The Starling
Some Starlings have built a nest
in our uncapped vestigial chimney
and the babies have found their way
into the living room wall cavity.
It’s like Alfred Hitchcock’s The Birds at our house
but with a psychotic pet cat
(something that would have made the movie even better).
They periodically flit and chirp
in manic yet ethereal tones.
Our cat can’t handle it.
She looks at me with wide eyes
as she backs around the room dizzily,
crying the cries of one who believes herself to be going mad.
We fall on the ‘cat-parent’ end of the spectrum:
even before I call our contractor
or the pest control guy,
I take her to the vet,
concerned about her psychological wellbeing
and a fanciful idea
that one of the baby birds
may have squeezed its way, mouse-like, through the tiny gap
between the living room floorboards and the wall trim
and she might have eaten it
and it could give her a disease.
Our vet understands the importance
of unearthing a cat’s motivations.
He also checks every inch of her exquisite little body
because I am afraid that her Lassie-like meows
are her desperate attempt to tell me she has cancer
while in my human stupidity I interpret that her problem
is a wall-full of unseen, unreachable prey.

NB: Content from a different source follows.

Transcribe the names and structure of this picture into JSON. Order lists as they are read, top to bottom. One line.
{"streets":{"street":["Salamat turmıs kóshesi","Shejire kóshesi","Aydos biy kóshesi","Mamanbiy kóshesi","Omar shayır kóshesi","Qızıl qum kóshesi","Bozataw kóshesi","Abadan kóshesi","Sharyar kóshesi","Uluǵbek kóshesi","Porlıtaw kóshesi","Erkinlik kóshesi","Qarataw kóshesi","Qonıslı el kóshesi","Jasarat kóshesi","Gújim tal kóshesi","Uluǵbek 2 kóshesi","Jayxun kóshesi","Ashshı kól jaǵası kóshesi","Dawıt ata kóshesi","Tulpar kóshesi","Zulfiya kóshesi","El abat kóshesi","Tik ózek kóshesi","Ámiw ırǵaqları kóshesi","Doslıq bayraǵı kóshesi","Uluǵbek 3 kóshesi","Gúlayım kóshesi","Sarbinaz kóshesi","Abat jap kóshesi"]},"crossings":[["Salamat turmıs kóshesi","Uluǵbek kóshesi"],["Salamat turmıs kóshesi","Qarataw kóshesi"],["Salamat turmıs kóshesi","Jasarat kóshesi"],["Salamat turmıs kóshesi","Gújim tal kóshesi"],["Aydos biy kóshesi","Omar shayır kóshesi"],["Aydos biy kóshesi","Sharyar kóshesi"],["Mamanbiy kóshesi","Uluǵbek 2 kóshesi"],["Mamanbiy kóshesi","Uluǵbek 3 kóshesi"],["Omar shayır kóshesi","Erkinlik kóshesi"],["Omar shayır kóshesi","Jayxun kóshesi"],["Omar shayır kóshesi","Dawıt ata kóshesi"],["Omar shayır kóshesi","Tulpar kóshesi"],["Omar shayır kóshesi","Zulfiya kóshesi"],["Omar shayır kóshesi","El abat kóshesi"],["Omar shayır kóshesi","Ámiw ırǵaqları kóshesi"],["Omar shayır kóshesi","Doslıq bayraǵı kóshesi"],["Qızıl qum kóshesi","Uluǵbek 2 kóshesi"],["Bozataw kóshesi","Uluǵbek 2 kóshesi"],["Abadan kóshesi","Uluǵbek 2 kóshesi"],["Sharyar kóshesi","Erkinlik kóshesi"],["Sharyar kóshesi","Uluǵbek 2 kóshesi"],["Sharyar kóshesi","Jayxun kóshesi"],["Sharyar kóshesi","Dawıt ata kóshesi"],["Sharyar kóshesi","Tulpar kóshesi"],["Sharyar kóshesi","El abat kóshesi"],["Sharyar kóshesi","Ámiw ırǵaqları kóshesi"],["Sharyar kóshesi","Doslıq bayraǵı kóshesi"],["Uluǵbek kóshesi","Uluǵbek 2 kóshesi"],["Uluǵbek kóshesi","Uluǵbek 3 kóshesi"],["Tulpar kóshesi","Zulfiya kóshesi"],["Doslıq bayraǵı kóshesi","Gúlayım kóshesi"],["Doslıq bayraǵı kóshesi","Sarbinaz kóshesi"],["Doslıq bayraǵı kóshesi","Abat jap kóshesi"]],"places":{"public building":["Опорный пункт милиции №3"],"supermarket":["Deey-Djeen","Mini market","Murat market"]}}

He says, cats eat birds all the time
and they are fine.
Some cats eat birds and they aren’t used to it,
so they get sick.
He says that for Macavity,
this experience is like if Nate and I
began inexplicably hearing human voices in the walls.
Confine her to a room in your house
away from the chimney, he says.
And I think, when we nicknamed our house The West Nest,
we should have foreseen that the birds would take us literally.
Outside the house, our contractor, a family friend
who brewed a special stout for our wedding,
picks up the body of a baby bird that fledged too soon
and fell from the chimney into the garden
between his thumb and forefinger:
a Starling, stiff with rigor mortis.
Starlings are invasive pests, he tells me.
They’ll have two more rounds of babies
before the summer’s over unless you cap the chimney.
He wipes his fingers on his trousers:
I don’t see how your cat could have eaten one
—she doesn’t go outside.
And I think, Starlings don’t know that they’re pests,
they have hopes and dreams just like other birds.
All animals have dreams,
all animals become unbridled in their dreams.
Little lion, I find myself hoping
that you have eaten a baby bird.
It is meet and right so for a cat to do.
Inside your stomach, it rests in the gentle cocoon
of one who loved it so much that she consumed it.
It will remain until you release it, at which time
it will enter a plastic bag since you are an indoor cat
who defecates in a small, cute plastic box,
then on to a landfill,
never to re-enter the life-cycle,
protected in a receptacle
that could take hundreds of years to break down.
Starlings in the chimney;
cats confined to houses:
the unnaturalness of these ‘homes,’
the unnatural way that human beings,
native to the planet, exist here like aliens,
retro-fitting the earth to our unearthly standards
instead of terraforming ourselves!
If there is any hope in this story
of purposeful and accidental traps,
it is that the nests we build,
however flawed their execution,
are intended to bind our loved ones to ourselves,
to protect us until we are ready to fly away.
Yet, there is also an odd emancipation in the mistakes.
Unexpectedly, a small bird, eager to leave the nest,
has met my little house cat and she has dined on him.
He has been incorporated into her wide-eyed stare,
her purr, her midnight bursts of energy.
I find a solitary downy feather underneath the sofa,
and I think of her in the office upstairs, dreaming.